La fausse confiance est un double tranchant. Un mutation score de 100 % ne signifie pas que votre code n’a pas de bugs. Cela signifie qu’aucun bug correspondant aux opérateurs de mutation de l’outil n’aurait pu passer à travers. Le mutation testing ne peut pas inventer des bugs qu’il ne sait pas comment créer. Il n’attrapera pas les erreurs logiques dans vos exigences, les conditions de course qu’il ne peut pas simuler, ou les échecs d’intégration au-delà des limites de service.
Comment vraiment commencer à utiliser le mutation testing
Si vous écrivez du JavaScript ou du TypeScript, Stryker est le point de départ.
Installez-le :
npm install --save-dev @stryker-mutator/core @stryker-mutator/jest-runner
Créez stryker.config.mjs :
// @ts-check
/** @type {import('@stryker-mutator/api/core').PartialStrykerOptions} */
const config = {
packageManager: 'npm',
reporters: ['html', 'clear-text', 'progress'],
testRunner: 'jest',
coverageAnalysis: 'perTest',
mutate: ['src/**/*.js'],
threshold: {
break: 60,
},
};
export default config;
Exécutez-le :
npx stryker run
Commencez par regarder le rapport HTML, pas le score. Le rapport montre chaque mutant survivant en ligne avec votre code source. Lisez les dix premiers survivants. Pour chacun, demandez-vous : un vrai bug à cet endroit causerait-il un problème en production ? Si oui, écrivez un test qui l’attraperait. Si non, considérez si le code est sur-ingénierisé.
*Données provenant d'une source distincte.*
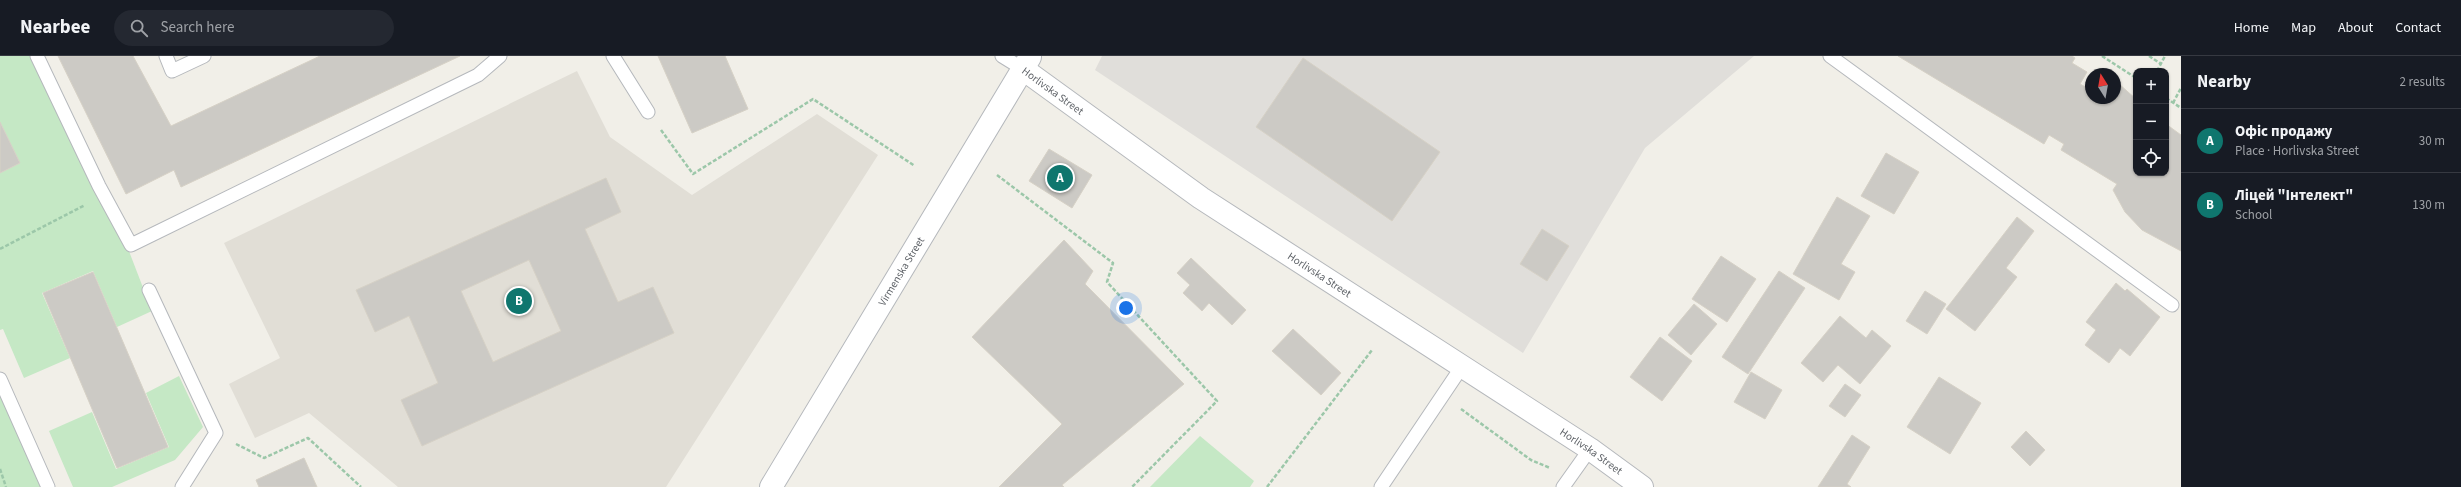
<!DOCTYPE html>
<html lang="en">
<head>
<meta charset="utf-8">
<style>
  body { margin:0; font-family:"Source Sans 3",sans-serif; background:#242831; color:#f1f3f6 }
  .controls { position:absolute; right:12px; top:12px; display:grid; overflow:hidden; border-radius:8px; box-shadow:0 1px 3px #0004 }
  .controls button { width:36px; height:36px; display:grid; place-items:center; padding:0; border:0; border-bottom:1px solid #363941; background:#171b24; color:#f1f3f6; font:20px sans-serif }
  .compass { position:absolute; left:2085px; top:12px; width:36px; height:36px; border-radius:50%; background:#171b24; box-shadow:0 1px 3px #0004; rotate:349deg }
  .you { position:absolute; left:1126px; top:252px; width:14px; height:14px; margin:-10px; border:3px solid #fff; border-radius:50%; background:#1a73e8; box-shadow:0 0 0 6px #1a73e833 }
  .badge { display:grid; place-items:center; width:26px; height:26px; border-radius:50%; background:#0f766e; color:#fff; font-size:13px; font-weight:700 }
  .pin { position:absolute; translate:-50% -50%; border:2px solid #fff; box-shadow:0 1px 4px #0006 }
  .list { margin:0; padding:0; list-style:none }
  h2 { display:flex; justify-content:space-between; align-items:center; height:52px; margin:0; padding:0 16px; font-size:17px }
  h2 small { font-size:13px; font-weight:400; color:#9ea1a6 }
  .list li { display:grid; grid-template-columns:26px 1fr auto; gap:12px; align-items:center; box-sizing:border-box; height:64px; padding:0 16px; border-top:1px solid #363941 }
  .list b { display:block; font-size:15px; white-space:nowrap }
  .list p { margin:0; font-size:13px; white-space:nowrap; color:#9ea1a6 }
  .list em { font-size:13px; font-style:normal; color:#9ea1a6 }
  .icon { flex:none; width:22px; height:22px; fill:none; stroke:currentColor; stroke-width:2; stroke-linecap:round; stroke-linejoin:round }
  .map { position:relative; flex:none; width:2181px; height:431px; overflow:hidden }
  header { display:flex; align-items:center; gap:24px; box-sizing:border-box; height:56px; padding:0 20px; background:#171b24; border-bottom:1px solid #363941 }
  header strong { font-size:19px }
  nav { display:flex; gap:22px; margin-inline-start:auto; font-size:14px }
  .search { width:280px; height:36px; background:#242831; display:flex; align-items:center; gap:10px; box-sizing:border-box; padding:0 14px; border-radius:22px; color:#9ea1a6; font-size:15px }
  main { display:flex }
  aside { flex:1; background:#171b24 }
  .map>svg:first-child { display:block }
</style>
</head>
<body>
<header>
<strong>Nearbee</strong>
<div class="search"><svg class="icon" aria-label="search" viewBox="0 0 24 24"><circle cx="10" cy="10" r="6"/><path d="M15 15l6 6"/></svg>Search here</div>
<nav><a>Home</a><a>Map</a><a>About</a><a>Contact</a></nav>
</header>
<main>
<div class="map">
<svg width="2181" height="431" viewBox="0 0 2181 431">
  <rect width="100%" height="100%" fill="#f1efe8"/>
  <!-- industrial -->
  <path fill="#e0deda" d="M 1102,0 L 1754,0 L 1645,92 L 1523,297 L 1095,14 Z"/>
  <!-- education -->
  <path fill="#e1ded6" d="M 577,15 L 610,81 L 692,139 L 817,58 L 878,99 L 666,431 L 398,431 L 309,357 L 255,382 L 229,328 L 280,302 L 224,187 Z"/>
  <!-- green -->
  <g fill="#c5e8c5">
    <path d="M 0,0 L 37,0 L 127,190 L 152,255 L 117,271 L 93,215 L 42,237 L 70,302 L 24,322 L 3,273 L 0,274 L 0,117 L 20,107 L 0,66 Z"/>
    <path d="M 179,320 L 203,371 L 175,404 L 112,431 L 73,431 L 49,375 L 92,356 L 116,413 L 169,391 L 146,337 Z"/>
    <path d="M 0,336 L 41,431 L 0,431 Z"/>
    <path d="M 1200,380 L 1254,425 L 1250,431 L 1150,431 Z"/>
  </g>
  <!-- building -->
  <g fill="#cccac5" stroke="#d6d1c6" fill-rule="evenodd">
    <path d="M 58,0 L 133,0 L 171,70 L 320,0 L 460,0 L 181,131 L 174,114 L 126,138 Z"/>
    <path d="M 658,0 L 725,0 L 748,53 L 692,77 Z"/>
    <path d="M 1898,0 L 2072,0 L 2075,2 L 2072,7 L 2087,16 L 2080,28 L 2091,34 L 2091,42 L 2115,42 L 2115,31 L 2119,28 L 2136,43 L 2136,117 L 2166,117 L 2166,68 L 2181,79 L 2181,195 L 2142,174 L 2125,156 L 2113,134 L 2117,128 L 2061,94 L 2064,88 L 2049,79 L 2044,88 Z"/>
    <path d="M 1303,2 L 1440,96 L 1392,165 L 1256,71 Z"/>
    <path d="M 0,66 L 20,107 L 0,117 Z"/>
    <path d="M 1049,93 L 1092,119 L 1072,152 L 1029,125 Z"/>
    <path d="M 1886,97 L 1919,116 L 1894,158 L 1861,140 Z"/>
    <path d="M 606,122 L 621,156 L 585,173 L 618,246 L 653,231 L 674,277 L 422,390 L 401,344 L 438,327 L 409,260 L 375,276 L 356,234 ZM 529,204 L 561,275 L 493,306 L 461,235 Z"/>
    <path d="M 1837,141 L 1870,160 L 1841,208 L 1855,216 L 1839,244 L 1793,218 Z"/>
    <path d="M 2017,161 L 2034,175 L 2006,212 L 2017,221 L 1975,275 L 1946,253 Z"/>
    <path d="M 1542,173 L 1569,190 L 1547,225 L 1520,208 Z"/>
    <path d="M 1064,184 L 1093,215 L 1085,228 L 1184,328 L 1062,429 L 1064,431 L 999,431 L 1062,368 L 972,281 Z"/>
    <path d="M 1721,200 L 1756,223 L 1727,266 L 1692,243 Z"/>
    <path d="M 1191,202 L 1246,254 L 1232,269 L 1209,247 L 1202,255 L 1183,237 L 1190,229 L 1177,217 Z"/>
    <path d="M 1779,215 L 1805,232 L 1748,318 L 1722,301 Z"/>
    <path d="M 93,216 L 168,391 L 117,412 L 43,237 Z"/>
    <path d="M 2116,227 L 2125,235 L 2127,233 L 2160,261 L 2130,300 L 2120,292 L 2109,307 L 2085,289 L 2096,274 L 2086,266 Z"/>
    <path d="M 1925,235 L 1946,248 L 1927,278 L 1906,265 Z"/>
    <path d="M 1694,248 L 1717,268 L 1691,299 L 1668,279 Z"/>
    <path d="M 1840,260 L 1866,282 L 1872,274 L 1891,290 L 1860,328 L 1838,309 L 1823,326 L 1801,307 Z"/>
    <path d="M 1293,273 L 1341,317 L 1321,339 L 1272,295 Z"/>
    <path d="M 1660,281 L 1692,305 L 1662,345 L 1630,321 Z"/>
    <path d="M 1751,316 L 1782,334 L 1765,363 L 1734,346 Z"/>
    <path d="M 1939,321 L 1981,347 L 1950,398 L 1907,371 Z"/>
    <path d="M 1845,328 L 1861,339 L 1845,361 L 1829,350 Z"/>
    <path d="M 2026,375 L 2045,394 L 2030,410 L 2011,391 Z"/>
    <path d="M 1852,379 L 1870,391 L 1847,428 L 1851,431 L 1818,431 Z"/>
    <path d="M 304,402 L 317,431 L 259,431 L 256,424 Z"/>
  </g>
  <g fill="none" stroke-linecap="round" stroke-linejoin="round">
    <defs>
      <g id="lane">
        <path d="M 37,0 L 99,130 L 131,189 L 478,19 L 500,0"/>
        <path d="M 166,0 L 172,15 L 204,0"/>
        <path d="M 613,0 L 648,56"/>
        <path d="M 1002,0 L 1023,13"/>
        <path d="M 1830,0 L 2172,249"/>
        <path d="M 149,234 L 216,377 L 182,431"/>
        <path d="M 0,323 L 48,431"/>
        <path d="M 1381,431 L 1461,312"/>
        <path d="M 1563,431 L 1590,393"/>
      </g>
      <g id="street">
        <path id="s1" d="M 1023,13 L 1201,142 L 1590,393 L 1642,431"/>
        <path id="s2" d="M 771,431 L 1030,1"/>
      </g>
    </defs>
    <!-- lane casing -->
    <use href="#lane" stroke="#b5b8bc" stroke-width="15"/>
    <!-- street casing -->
    <use href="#street" stroke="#b5b8bc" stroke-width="24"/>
    <!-- path -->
    <g stroke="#9cc7a9" stroke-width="2.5" stroke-dasharray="4 2" stroke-linecap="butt">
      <path d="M 2102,0 L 2136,22"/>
      <path d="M 2149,0 L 2161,8"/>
      <path d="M 2157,15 L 2165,0"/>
      <path d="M 2166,42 L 2181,52"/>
      <path d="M 2173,47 L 2181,32"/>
      <path d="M 661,74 L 693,118 L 813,43 L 915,110"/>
      <path d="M 997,119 L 1113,207 L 1107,226 L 1217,345 L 1132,431"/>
      <path d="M 0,193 L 85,149"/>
      <path d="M 1461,353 L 1531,404 L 1550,412"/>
      <path d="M 236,388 L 264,402 L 308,382 L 361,431"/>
      <path d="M 0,413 L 6,431"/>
      <path d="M 1267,431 L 1372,294"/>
    </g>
    <!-- lane -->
    <use href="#lane" stroke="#fff" stroke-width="13"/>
    <!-- street -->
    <use href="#street" stroke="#fff" stroke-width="22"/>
  </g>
  <g text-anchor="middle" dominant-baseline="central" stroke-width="3.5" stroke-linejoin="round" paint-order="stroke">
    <!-- street labels -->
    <g font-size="11" fill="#5f6368" stroke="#fff">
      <text stroke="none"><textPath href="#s1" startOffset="37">Horlivska Street</textPath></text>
      <text stroke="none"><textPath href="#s2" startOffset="252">Virmenska Street</textPath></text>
      <text stroke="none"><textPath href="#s1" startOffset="361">Horlivska Street</textPath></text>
      <text stroke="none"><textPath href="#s1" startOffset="685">Horlivska Street</textPath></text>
    </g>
  </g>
</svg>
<div class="controls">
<button>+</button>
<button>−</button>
<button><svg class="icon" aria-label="locate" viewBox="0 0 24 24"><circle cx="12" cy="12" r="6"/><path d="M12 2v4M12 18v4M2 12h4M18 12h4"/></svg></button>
</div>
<svg class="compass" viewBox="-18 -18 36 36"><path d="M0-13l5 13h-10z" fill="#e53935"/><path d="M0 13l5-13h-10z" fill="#9ea1a6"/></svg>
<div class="you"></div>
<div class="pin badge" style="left:1060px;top:122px">A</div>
<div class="pin badge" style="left:519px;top:245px">B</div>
</div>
<aside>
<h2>Nearby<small>2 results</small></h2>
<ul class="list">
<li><span class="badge">A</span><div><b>Офіс продажу</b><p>Place · Horlivska Street</p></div><em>30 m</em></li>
<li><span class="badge">B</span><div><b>Ліцей &quot;Інтелект&quot;</b><p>School</p></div><em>130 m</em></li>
</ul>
</aside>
</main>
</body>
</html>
Ne courez pas après les 100 %. Sur une base de code mature, 70-80 % est un bon score. En dessous de 50 %, vous avez probablement des tests qui exécutent du code sans rien affirmer de significatif. Au-dessus de 90 %, vous touchez probablement des rendements décroissants et une taxe croissante de mutants équivalents.
Que faire avec vos 40 %
Un mutation score de 40 % est un cadeau. Il vous dit exactement où vos tests sont décoratifs.
Choisissez les trois fichiers avec le plus de mutants survivants. Lisez chaque survivant et demandez-vous quelle assertion manque. Souvent le correctif est simple : vous avez appelé une fonction dans un test mais n’avez jamais vérifié la valeur de retour. Ou vous avez passé des données à travers un parser mais n’avez jamais vérifié la sortie parsée. Ou vous avez testé le happy path trois fois avec différentes entrées mais n’avez jamais testé la branche d’erreur.
Les mutants ne sont pas du bruit. C’est une liste classée des endroits les plus probables où un bug non testé peut se cacher. Commencez par le haut.
FAQ
Quelle est la différence entre la couverture de code et le mutation testing ? La couverture de code mesure quelles lignes ont été exécutées. Le mutation testing mesure si vos tests échoueraient si ces lignes contenaient un bug. 100 % de couverture avec un mutation score de 40 % signifie que vous avez exécuté chaque ligne, mais vos tests ne remarqueraient pas si la plupart d’entre elles étaient fausses.
Le mutation testing peut-il trouver des bugs dans mon code existant ? Non. Le mutation testing évalue vos tests, pas votre code source. Il vous dit où vos tests sont insuffisants. Il ne vous dit pas si votre code est correct, seulement si vos tests attraperaient certaines classes d’erreurs.
Quels langages ont de bons outils de mutation testing ? JavaScript/TypeScript (Stryker), Java (PIT), C# (Stryker.NET), Python (mutmut) et Rust (cargo-mutants) ont tous des outils matures. L’écosystème varie en performance et en opérateurs de mutation supportés.
Le mutation testing devrait-il remplacer la couverture de code ? Non. La couverture est bon marché et rapide. Utilisez-la pour un retour rapide pendant le développement. Utilisez le mutation testing comme une barrière de qualité périodique pour trouver les angles morts que la couverture ne peut pas voir.